• Your instructions
Up to and including the line that holds "height:3px; margin-top:-1.5px; transform-origin:0;", print the data exactly from its first line; do not print the pictures.

+-------+

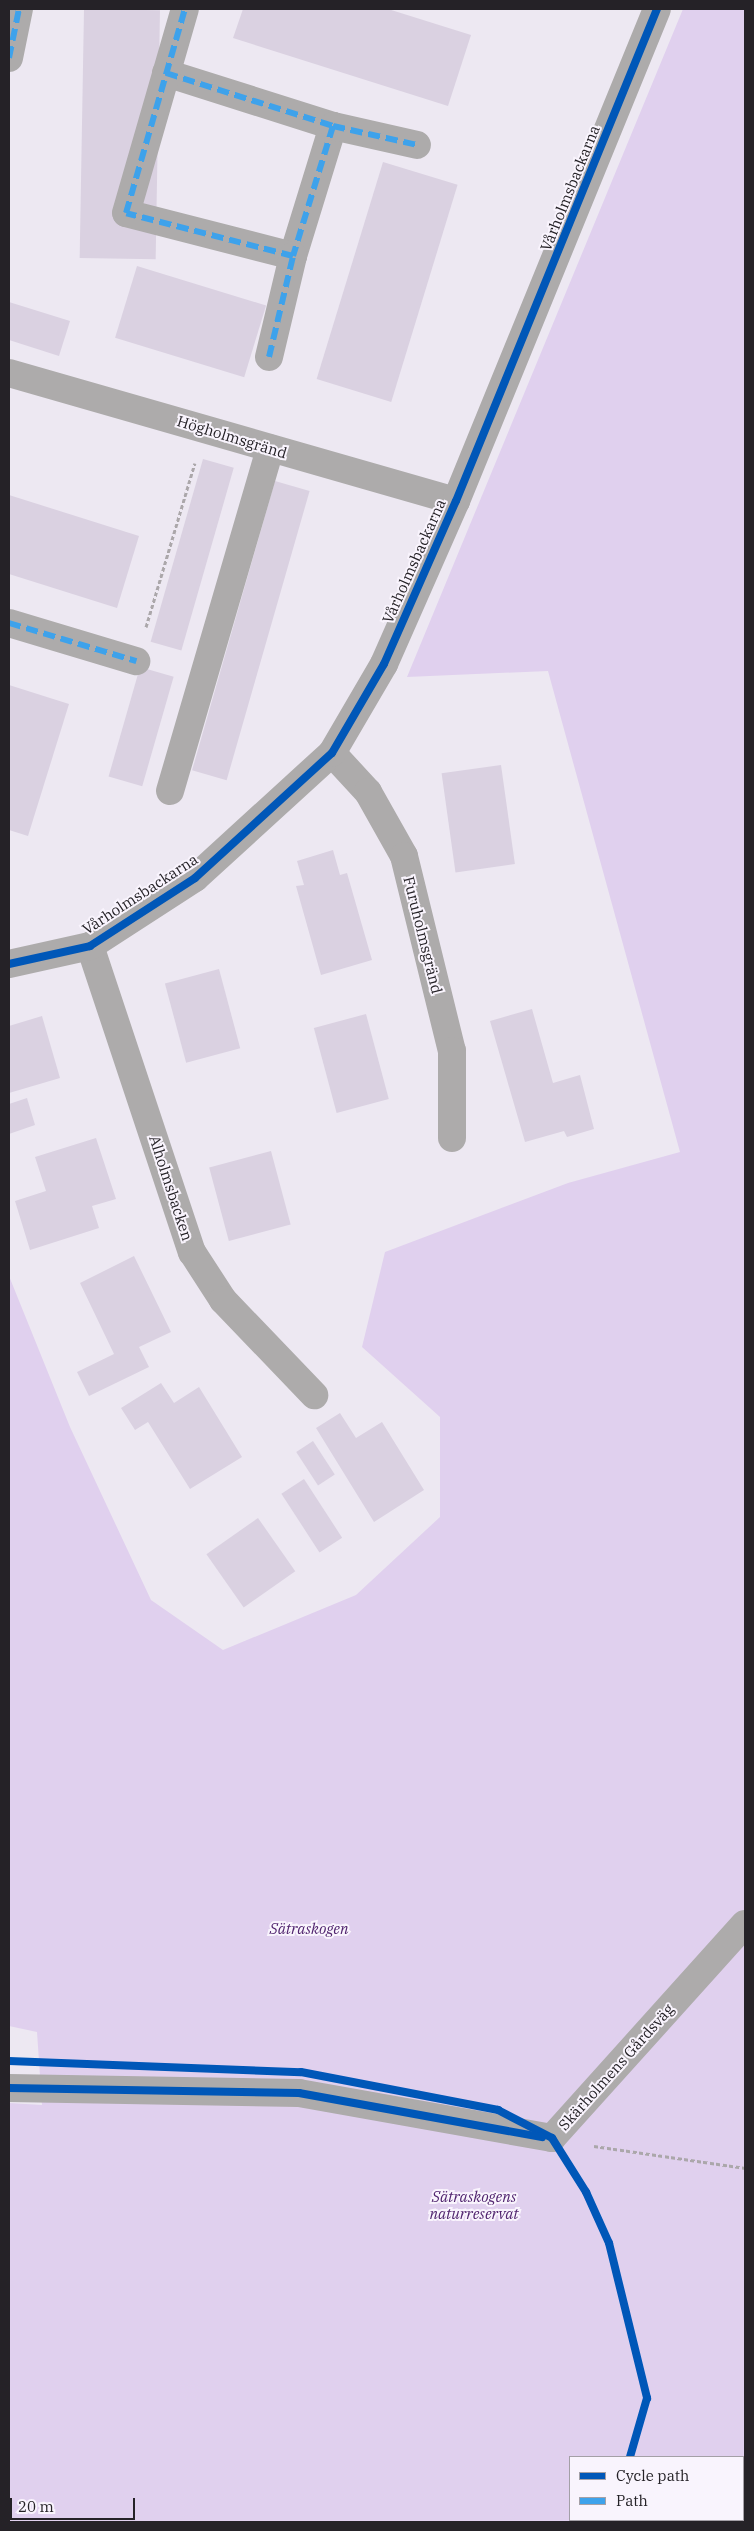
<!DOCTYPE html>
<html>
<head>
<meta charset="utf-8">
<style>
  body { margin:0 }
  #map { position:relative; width:754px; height:2531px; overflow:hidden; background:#ede8f2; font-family:"IBM Plex Serif",serif }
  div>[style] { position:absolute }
  .green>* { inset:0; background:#e0d0ee }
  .building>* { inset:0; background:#dad1e1; transform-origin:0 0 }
  .path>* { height:3px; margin-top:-1.5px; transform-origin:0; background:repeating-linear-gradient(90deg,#aba7aa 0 4px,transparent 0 6.5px) }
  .minor>* { height:28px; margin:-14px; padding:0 14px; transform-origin:14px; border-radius:14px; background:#adabab }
  .quiet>* { height:6px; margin-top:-3px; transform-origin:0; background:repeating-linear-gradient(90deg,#3ea2eb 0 12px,transparent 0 18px) }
  .cycleway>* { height:8px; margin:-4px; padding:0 4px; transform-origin:4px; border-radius:4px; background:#0057b8 }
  span { translate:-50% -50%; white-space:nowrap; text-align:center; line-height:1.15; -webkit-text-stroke:4px #f9f4fd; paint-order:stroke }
  .street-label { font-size:15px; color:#252227 }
  .park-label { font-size:15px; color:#51256f; font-style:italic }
  .frame { position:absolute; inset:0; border:10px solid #252227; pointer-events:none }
  .legend { position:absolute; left:569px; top:2456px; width:175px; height:65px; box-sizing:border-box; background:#f9f4fd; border:1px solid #a4a0a7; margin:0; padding:6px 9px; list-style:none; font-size:15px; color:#252227 }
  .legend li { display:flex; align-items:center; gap:10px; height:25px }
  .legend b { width:25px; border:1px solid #a4a0a7 }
  .scale { position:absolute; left:10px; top:2498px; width:125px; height:22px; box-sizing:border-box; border:2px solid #252227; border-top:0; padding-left:6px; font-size:15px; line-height:18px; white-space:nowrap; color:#252227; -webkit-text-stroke:4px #f9f4fd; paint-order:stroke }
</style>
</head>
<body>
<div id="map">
  <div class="green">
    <div style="clip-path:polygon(evenodd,683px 9px,745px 9px,745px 2522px,9px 2522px,9px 2103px,42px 2105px,37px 2032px,9px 2026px,9px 1276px,70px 1427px,151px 1600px,223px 1650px,356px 1595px,440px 1517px,440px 1417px,362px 1347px,385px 1252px,568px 1183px,680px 1152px,548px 671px,407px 677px,683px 9px,570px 2457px,743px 2457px,743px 2520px,570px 2520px,570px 2457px)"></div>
  </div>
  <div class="building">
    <div style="left:84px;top:9px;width:76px;height:249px;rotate:1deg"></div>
    <div style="clip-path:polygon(243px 9px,388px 9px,471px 35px,448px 106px,233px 38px)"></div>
    <div style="left:383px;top:162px;width:78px;height:227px;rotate:17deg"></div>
    <div style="left:137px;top:266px;width:135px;height:75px;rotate:17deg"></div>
    <div style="clip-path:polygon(9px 302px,70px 321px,59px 356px,9px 340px)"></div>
    <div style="left:203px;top:459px;width:32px;height:190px;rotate:16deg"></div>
    <div style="left:275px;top:481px;width:36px;height:301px;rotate:16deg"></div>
    <div style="clip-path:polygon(9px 495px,139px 536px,117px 608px,9px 574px)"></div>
    <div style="left:140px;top:667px;width:35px;height:114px;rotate:16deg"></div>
    <div style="clip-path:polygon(9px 685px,69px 704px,28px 836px,9px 830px)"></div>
    <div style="left:501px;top:765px;width:100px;height:60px;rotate:82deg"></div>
    <div style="clip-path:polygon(333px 850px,340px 875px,347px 873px,372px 960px,321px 975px,296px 886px,304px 885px,297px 861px)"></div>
    <div style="left:219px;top:969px;width:82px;height:56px;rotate:75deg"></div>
    <div style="clip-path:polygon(532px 1009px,553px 1083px,580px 1075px,594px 1129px,567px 1137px,564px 1131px,525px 1142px,490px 1021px)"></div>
    <div style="left:366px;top:1014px;width:88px;height:54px;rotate:75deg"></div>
    <div style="clip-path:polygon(42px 1016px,60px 1078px,9px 1093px,9px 1026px)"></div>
    <div style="clip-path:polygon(27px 1098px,35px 1125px,9px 1134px,9px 1104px)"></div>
    <div style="clip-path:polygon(96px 1138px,116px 1199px,92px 1206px,99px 1228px,30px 1250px,15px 1201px,46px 1191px,35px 1157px)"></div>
    <div style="left:271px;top:1151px;width:76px;height:64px;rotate:75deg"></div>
    <div style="clip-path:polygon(134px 1256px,171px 1332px,139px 1347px,149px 1367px,89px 1396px,77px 1372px,114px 1354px,80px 1283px)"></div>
    <div style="clip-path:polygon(161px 1383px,174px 1403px,199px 1387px,242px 1457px,190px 1489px,148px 1422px,135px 1430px,121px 1408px)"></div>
    <div style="clip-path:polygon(340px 1413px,356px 1438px,382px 1422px,424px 1490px,374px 1522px,316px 1428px)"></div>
    <div style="left:313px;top:1441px;width:40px;height:20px;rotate:57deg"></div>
    <div style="left:304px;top:1479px;width:70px;height:27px;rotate:57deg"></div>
    <div style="left:258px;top:1518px;width:65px;height:63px;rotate:55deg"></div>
  </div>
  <div class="path">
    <div style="left:146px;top:627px;width:171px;rotate:-73.4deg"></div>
    <div style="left:594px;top:2146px;width:153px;rotate:8.3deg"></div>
  </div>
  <div class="minor">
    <div style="left:9px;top:58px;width:50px;rotate:-78.5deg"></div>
    <div style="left:166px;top:73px;width:175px;rotate:17.6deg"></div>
    <div style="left:333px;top:126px;width:136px;rotate:107.1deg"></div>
    <div style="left:293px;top:256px;width:172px;rotate:-165.6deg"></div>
    <div style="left:126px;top:213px;width:212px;rotate:-73.9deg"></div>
    <div style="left:333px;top:126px;width:86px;rotate:12.7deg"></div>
    <div style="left:269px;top:357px;width:104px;rotate:-76.6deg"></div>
    <div style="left:9px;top:373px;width:465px;rotate:16deg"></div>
    <div style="left:9px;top:623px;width:133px;rotate:16.7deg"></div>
    <div style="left:332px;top:753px;width:53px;rotate:47.3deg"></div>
    <div style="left:368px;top:792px;width:73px;rotate:60.6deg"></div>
    <div style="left:404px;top:856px;width:201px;rotate:76.2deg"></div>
    <div style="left:452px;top:1051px;width:87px;rotate:90deg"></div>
    <div style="left:170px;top:791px;width:357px;rotate:-73.7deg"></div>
    <div style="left:90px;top:946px;width:323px;rotate:71.6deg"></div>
    <div style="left:192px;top:1252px;width:57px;rotate:57.1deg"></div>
    <div style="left:223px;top:1300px;width:132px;rotate:46.2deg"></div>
    <div style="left:9px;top:964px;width:83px;rotate:-12.5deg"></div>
    <div style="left:90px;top:946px;width:125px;rotate:-32.9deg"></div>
    <div style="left:195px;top:878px;width:185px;rotate:-42.4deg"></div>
    <div style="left:332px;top:753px;width:103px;rotate:-59.7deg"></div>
    <div style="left:384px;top:664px;width:178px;rotate:-66.2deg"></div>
    <div style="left:456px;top:501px;width:531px;rotate:-67.78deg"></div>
    <div style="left:9px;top:2088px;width:290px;rotate:1deg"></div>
    <div style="left:299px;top:2093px;width:257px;rotate:10.1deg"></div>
    <div style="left:552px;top:2138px;width:288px;rotate:-48deg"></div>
  </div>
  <div class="quiet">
    <div style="left:9px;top:58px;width:50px;rotate:-78.5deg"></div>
    <div style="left:166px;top:73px;width:175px;rotate:17.6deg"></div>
    <div style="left:333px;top:126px;width:136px;rotate:107.1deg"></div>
    <div style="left:293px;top:256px;width:172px;rotate:-165.6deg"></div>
    <div style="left:126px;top:213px;width:212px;rotate:-73.9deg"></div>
    <div style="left:333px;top:126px;width:86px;rotate:12.7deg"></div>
    <div style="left:269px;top:357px;width:104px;rotate:-76.6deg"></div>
    <div style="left:9px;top:623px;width:133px;rotate:16.7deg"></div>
  </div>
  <div class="cycleway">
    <div style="left:9px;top:964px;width:83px;rotate:-12.5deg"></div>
    <div style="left:90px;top:946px;width:125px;rotate:-32.9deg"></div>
    <div style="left:195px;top:878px;width:185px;rotate:-42.4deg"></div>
    <div style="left:332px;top:753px;width:103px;rotate:-59.7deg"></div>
    <div style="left:384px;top:664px;width:178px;rotate:-66.2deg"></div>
    <div style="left:456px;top:501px;width:531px;rotate:-67.78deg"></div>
    <div style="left:9px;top:2061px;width:292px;rotate:2.2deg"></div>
    <div style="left:301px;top:2072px;width:201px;rotate:10.9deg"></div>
    <div style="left:498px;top:2110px;width:61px;rotate:27.4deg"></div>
    <div style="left:552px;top:2138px;width:64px;rotate:57.8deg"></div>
    <div style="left:586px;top:2192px;width:56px;rotate:65.7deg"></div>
    <div style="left:609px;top:2243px;width:160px;rotate:76.2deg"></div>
    <div style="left:647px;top:2398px;width:61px;rotate:106.1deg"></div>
    <div style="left:9px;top:2088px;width:290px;rotate:1deg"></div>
    <div style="left:299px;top:2093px;width:247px;rotate:10.3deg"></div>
  </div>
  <div class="street-label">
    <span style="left:570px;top:188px;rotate:-68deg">Vårholmsbackarna</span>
    <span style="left:232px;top:437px;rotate:17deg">Högholmsgränd</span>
    <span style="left:414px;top:561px;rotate:-66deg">Vårholmsbackarna</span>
    <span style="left:140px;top:894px;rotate:-33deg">Vårholmsbackarna</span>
    <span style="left:423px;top:935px;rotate:76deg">Furuholmsgränd</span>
    <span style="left:171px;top:1188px;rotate:72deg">Alholmsbacken</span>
    <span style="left:616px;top:2067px;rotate:-48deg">Skärholmens Gårdsväg</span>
  </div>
  <div class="park-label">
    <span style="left:309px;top:1929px">Sätraskogen</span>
    <span style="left:474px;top:2205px">Sätraskogens<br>naturreservat</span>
  </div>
  <div class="frame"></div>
  <ul class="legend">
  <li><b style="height:6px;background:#0057b8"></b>Cycle path</li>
  <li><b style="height:6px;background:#3ea2eb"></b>Path</li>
  </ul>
  <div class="scale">20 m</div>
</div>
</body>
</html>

+-------+

• Final answer
<!DOCTYPE html>
<html>
<head>
<meta charset="utf-8">
<style>
  body { margin:0 }
  #map { position:relative; width:754px; height:2531px; overflow:hidden; background:#ede8f2; font-family:"IBM Plex Serif",serif }
  div>[style] { position:absolute }
  .green>* { inset:0; background:#e0d0ee }
  .building>* { inset:0; background:#dad1e1; transform-origin:0 0 }
  .path>* { height:3px; margin-top:-1.5px; transform-origin:0; background:repeating-linear-gradient(90deg,#aba7aa 0 4px,transparent 0 6.5px) }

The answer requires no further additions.